* _Task requirements_: Set down each line from the start of the material exactly, please, up to and including the one that contains "What data does the".

——

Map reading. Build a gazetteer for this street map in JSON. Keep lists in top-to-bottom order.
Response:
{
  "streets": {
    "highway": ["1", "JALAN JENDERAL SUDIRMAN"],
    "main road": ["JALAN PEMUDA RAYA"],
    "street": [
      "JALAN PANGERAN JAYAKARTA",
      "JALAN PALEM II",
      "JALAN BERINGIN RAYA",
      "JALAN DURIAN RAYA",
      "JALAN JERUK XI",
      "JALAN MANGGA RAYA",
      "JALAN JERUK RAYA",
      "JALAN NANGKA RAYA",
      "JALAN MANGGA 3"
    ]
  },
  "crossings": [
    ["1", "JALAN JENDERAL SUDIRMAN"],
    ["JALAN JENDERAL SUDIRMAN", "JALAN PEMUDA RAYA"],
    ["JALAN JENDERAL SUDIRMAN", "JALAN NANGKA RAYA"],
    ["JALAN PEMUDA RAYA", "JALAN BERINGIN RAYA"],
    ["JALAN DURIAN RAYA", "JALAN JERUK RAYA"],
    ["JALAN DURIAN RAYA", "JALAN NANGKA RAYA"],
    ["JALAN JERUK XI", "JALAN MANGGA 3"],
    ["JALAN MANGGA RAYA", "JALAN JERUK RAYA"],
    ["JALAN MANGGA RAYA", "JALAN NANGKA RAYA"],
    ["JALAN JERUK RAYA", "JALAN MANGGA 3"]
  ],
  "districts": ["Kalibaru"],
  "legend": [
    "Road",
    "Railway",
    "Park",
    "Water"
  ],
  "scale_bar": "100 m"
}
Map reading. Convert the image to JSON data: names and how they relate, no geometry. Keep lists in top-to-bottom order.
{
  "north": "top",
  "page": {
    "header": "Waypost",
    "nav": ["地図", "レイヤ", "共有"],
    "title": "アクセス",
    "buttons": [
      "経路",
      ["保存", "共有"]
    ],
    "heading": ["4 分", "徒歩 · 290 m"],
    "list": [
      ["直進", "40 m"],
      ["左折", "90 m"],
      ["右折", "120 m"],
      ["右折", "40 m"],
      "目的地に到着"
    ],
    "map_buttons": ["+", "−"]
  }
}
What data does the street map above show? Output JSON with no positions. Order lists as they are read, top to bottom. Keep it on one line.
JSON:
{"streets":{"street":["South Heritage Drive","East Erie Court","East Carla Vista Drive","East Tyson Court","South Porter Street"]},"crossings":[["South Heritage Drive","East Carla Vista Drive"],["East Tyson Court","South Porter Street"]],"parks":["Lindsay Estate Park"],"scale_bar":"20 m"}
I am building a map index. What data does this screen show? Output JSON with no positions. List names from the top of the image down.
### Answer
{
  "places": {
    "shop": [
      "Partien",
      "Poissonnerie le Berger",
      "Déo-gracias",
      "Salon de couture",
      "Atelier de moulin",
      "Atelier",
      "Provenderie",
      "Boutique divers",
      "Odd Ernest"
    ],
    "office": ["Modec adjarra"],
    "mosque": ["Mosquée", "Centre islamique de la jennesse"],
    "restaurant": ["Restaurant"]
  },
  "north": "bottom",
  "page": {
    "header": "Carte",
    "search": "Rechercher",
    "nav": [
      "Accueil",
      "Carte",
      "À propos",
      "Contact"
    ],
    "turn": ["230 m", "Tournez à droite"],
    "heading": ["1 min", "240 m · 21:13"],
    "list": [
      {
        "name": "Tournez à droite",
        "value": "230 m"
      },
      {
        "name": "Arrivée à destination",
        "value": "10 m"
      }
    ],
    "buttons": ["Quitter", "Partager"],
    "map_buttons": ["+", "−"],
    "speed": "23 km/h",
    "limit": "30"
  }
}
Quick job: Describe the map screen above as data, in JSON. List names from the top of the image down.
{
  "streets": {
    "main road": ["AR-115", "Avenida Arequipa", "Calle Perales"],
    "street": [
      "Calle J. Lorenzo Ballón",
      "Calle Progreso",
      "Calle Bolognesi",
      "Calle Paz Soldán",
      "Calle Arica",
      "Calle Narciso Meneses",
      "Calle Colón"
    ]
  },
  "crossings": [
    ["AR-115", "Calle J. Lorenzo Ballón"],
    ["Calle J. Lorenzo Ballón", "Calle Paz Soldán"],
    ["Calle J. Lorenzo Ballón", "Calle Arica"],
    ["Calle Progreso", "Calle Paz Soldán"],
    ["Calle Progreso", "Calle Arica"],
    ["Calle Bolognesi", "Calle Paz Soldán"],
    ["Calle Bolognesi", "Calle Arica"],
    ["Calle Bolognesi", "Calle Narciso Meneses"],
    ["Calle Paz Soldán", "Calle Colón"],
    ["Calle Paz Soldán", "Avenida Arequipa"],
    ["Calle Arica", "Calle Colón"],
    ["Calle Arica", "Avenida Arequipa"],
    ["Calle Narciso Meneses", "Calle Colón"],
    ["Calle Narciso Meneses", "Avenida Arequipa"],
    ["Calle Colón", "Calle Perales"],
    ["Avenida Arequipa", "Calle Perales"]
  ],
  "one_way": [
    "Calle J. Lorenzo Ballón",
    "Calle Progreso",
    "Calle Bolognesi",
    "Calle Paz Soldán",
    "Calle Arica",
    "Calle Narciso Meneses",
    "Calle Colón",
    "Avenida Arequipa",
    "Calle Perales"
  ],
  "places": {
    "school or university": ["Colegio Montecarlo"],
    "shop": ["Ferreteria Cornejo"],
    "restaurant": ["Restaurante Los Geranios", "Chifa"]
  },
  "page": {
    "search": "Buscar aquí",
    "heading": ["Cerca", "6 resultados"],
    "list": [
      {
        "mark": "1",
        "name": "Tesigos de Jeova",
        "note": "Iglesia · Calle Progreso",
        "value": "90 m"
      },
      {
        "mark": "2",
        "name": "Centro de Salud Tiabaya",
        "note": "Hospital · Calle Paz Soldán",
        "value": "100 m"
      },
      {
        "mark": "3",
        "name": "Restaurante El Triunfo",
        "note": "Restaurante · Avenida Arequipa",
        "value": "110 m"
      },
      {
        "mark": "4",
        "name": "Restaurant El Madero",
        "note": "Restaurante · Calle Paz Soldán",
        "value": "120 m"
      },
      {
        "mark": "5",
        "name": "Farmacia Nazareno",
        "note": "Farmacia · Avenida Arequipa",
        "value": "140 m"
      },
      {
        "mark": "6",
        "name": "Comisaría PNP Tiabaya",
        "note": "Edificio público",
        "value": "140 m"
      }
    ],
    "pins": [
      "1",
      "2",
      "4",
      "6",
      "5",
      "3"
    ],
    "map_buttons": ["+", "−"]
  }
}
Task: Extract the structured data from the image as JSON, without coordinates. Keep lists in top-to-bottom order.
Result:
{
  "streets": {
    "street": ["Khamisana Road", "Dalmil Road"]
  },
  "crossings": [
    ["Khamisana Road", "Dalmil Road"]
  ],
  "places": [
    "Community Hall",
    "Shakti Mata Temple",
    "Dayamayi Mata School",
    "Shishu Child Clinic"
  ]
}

——

* _Written solution_:
Map reading. Build a gazetteer for this street map in JSON. Keep lists in top-to-bottom order.
Response:
{
  "streets": {
    "highway": ["1", "JALAN JENDERAL SUDIRMAN"],
    "main road": ["JALAN PEMUDA RAYA"],
    "street": [
      "JALAN PANGERAN JAYAKARTA",
      "JALAN PALEM II",
      "JALAN BERINGIN RAYA",
      "JALAN DURIAN RAYA",
      "JALAN JERUK XI",
      "JALAN MANGGA RAYA",
      "JALAN JERUK RAYA",
      "JALAN NANGKA RAYA",
      "JALAN MANGGA 3"
    ]
  },
  "crossings": [
    ["1", "JALAN JENDERAL SUDIRMAN"],
    ["JALAN JENDERAL SUDIRMAN", "JALAN PEMUDA RAYA"],
    ["JALAN JENDERAL SUDIRMAN", "JALAN NANGKA RAYA"],
    ["JALAN PEMUDA RAYA", "JALAN BERINGIN RAYA"],
    ["JALAN DURIAN RAYA", "JALAN JERUK RAYA"],
    ["JALAN DURIAN RAYA", "JALAN NANGKA RAYA"],
    ["JALAN JERUK XI", "JALAN MANGGA 3"],
    ["JALAN MANGGA RAYA", "JALAN JERUK RAYA"],
    ["JALAN MANGGA RAYA", "JALAN NANGKA RAYA"],
    ["JALAN JERUK RAYA", "JALAN MANGGA 3"]
  ],
  "districts": ["Kalibaru"],
  "legend": [
    "Road",
    "Railway",
    "Park",
    "Water"
  ],
  "scale_bar": "100 m"
}
Map reading. Convert the image to JSON data: names and how they relate, no geometry. Keep lists in top-to-bottom order.
{
  "north": "top",
  "page": {
    "header": "Waypost",
    "nav": ["地図", "レイヤ", "共有"],
    "title": "アクセス",
    "buttons": [
      "経路",
      ["保存", "共有"]
    ],
    "heading": ["4 分", "徒歩 · 290 m"],
    "list": [
      ["直進", "40 m"],
      ["左折", "90 m"],
      ["右折", "120 m"],
      ["右折", "40 m"],
      "目的地に到着"
    ],
    "map_buttons": ["+", "−"]
  }
}
What data does the street map above show? Output JSON with no positions. Order lists as they are read, top to bottom. Keep it on one line.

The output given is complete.